**Exercise prompt**:
For each line of the data below that contains "index", return that line.

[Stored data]
*** Begin section ***

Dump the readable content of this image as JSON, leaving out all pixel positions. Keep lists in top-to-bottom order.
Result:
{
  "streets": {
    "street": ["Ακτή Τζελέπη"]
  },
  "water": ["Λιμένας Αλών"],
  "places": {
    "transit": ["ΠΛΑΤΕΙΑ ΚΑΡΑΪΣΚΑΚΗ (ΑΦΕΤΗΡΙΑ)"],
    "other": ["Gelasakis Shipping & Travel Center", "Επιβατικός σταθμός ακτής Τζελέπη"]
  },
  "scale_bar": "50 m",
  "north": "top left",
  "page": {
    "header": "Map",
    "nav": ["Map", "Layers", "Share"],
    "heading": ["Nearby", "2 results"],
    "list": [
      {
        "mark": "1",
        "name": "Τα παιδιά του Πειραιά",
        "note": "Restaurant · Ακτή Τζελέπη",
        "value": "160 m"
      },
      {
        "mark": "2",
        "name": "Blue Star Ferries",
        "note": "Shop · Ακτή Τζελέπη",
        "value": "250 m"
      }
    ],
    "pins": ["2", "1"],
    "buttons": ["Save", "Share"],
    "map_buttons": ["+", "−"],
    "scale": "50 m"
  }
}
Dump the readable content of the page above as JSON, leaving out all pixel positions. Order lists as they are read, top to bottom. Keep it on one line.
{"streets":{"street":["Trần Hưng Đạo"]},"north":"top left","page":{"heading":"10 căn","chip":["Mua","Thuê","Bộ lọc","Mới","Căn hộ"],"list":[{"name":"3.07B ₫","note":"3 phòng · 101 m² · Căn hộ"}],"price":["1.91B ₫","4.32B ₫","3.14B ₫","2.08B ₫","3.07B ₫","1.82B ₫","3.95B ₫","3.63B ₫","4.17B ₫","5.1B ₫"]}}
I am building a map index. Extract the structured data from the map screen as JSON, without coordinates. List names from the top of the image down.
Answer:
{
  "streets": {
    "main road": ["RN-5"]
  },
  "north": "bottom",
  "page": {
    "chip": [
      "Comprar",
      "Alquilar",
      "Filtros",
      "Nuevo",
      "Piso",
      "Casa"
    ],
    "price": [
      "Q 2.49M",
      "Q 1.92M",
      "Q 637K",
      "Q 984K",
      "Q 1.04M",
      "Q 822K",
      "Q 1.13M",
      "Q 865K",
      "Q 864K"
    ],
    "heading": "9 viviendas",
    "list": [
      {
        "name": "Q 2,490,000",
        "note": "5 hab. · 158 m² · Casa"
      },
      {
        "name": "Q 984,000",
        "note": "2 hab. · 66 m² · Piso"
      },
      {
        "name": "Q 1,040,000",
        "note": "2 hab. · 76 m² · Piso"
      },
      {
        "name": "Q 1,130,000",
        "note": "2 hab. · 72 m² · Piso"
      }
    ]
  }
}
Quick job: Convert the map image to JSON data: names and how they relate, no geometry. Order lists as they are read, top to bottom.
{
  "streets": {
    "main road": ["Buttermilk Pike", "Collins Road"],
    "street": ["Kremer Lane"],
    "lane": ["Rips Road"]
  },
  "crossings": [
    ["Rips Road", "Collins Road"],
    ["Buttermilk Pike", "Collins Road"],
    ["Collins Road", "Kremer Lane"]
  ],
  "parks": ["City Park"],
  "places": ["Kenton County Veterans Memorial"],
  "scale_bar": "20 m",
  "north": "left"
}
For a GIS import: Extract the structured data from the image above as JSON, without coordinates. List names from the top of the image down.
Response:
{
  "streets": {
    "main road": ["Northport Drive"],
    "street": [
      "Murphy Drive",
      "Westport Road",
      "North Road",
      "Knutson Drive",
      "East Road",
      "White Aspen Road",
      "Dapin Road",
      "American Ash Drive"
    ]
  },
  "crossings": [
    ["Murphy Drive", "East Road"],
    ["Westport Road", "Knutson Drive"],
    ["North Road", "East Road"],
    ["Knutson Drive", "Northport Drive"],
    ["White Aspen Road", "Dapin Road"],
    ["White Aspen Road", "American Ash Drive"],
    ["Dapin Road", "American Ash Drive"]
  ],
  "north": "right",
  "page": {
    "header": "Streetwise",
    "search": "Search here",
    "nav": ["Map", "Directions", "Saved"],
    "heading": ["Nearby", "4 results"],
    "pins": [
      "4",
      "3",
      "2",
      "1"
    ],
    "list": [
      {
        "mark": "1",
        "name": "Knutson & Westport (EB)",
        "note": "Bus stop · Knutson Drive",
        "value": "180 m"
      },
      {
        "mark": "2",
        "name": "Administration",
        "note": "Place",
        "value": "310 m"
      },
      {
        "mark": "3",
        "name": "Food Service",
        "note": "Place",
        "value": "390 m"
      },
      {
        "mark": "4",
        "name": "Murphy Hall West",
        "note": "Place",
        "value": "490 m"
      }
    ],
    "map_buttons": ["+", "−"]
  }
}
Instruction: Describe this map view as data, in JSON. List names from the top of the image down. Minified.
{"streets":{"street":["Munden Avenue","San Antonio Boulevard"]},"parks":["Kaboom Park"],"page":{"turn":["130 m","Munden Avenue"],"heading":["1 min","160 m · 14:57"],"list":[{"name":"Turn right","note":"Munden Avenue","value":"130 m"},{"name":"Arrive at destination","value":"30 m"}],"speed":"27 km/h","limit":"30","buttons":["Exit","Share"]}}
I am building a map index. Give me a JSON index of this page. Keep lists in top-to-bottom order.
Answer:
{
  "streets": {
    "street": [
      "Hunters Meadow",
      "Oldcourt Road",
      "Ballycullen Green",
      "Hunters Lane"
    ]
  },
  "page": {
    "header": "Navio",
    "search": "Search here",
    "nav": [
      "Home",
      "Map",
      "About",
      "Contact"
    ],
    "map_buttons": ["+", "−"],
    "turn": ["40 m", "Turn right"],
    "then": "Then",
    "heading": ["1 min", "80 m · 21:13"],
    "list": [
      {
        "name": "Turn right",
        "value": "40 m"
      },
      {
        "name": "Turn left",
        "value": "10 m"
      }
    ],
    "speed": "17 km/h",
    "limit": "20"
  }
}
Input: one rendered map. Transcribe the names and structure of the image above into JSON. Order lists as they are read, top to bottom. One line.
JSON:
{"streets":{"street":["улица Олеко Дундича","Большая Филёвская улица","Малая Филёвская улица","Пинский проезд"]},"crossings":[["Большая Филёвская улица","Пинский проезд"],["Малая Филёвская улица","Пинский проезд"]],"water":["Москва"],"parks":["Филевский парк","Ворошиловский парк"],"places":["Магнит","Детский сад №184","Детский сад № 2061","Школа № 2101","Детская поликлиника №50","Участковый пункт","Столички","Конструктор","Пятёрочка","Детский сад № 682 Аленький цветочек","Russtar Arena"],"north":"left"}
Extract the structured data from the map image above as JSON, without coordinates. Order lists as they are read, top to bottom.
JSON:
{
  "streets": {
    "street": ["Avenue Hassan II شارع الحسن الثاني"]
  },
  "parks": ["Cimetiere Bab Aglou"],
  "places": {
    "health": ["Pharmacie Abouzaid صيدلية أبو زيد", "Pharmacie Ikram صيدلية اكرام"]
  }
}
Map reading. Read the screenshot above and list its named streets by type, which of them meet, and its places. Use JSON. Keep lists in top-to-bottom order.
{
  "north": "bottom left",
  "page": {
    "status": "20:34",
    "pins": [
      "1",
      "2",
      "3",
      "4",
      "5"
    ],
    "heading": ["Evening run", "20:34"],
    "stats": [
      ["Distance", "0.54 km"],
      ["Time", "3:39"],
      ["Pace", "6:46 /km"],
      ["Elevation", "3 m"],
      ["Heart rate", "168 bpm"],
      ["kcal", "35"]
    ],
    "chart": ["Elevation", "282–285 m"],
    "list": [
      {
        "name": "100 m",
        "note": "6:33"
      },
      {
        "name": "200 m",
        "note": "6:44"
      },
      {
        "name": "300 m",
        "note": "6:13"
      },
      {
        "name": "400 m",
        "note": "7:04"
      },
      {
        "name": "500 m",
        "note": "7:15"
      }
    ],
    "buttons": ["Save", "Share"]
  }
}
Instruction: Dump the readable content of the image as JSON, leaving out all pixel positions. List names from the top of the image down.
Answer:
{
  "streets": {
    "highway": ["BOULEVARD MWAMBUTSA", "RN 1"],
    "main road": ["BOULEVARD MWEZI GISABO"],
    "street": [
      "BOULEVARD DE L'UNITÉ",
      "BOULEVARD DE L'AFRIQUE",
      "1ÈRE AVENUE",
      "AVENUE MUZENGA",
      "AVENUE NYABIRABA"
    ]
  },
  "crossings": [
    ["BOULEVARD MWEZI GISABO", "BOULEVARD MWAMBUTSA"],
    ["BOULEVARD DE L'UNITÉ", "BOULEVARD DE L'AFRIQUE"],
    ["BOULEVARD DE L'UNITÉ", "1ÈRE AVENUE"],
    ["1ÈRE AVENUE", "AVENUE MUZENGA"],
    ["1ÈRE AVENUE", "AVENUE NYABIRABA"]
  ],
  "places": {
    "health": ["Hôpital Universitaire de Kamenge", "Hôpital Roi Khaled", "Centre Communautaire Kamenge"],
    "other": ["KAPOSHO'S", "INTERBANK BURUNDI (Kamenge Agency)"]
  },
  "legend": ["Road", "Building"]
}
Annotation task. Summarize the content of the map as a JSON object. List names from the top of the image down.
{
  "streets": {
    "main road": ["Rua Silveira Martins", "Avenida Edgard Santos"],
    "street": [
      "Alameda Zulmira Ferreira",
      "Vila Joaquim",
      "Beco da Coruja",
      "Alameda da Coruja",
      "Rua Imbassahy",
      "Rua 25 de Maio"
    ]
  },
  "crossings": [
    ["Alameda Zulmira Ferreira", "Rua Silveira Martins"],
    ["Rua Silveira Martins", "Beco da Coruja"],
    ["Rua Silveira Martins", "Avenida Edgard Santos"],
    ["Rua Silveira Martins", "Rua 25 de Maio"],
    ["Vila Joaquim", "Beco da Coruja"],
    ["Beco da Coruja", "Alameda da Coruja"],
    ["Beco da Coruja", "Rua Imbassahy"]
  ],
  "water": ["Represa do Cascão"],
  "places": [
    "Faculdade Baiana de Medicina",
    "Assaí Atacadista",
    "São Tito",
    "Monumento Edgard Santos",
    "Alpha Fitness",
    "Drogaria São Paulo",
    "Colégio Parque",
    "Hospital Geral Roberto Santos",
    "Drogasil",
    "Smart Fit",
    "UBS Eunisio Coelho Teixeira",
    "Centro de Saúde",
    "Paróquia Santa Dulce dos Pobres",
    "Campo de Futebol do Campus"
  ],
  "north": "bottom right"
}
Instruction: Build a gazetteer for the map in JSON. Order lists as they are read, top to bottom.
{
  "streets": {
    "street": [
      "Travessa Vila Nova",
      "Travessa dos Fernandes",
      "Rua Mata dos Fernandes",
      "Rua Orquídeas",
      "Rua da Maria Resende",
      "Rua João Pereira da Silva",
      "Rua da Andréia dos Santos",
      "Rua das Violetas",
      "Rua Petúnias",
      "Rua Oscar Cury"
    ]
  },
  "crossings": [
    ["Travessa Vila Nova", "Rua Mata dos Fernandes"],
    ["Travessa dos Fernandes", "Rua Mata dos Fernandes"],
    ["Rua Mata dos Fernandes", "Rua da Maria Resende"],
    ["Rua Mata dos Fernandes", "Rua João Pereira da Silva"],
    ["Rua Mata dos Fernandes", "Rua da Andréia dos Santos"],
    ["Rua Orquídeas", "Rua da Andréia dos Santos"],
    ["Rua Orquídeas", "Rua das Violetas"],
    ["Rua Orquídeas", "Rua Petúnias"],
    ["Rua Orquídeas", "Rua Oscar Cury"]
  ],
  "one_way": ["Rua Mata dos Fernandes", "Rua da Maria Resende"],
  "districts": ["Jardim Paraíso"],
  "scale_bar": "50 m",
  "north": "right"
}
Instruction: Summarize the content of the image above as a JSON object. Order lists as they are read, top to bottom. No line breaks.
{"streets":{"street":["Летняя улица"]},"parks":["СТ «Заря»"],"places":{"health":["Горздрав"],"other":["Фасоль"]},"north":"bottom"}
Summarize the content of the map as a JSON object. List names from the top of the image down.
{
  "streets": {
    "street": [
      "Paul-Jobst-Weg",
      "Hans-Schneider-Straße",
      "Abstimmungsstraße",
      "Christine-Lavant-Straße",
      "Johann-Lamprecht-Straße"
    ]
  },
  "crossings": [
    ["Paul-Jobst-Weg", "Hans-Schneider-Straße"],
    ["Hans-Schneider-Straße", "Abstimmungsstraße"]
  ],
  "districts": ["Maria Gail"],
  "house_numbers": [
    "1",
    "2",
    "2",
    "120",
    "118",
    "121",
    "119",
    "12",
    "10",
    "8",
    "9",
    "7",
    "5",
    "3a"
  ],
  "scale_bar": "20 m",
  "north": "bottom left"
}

*** End section ***

**Exercise response**:
I am building a map index. Extract the structured data from the map screen as JSON, without coordinates. List names from the top of the image down.
I am building a map index. Give me a JSON index of this page. Keep lists in top-to-bottom order.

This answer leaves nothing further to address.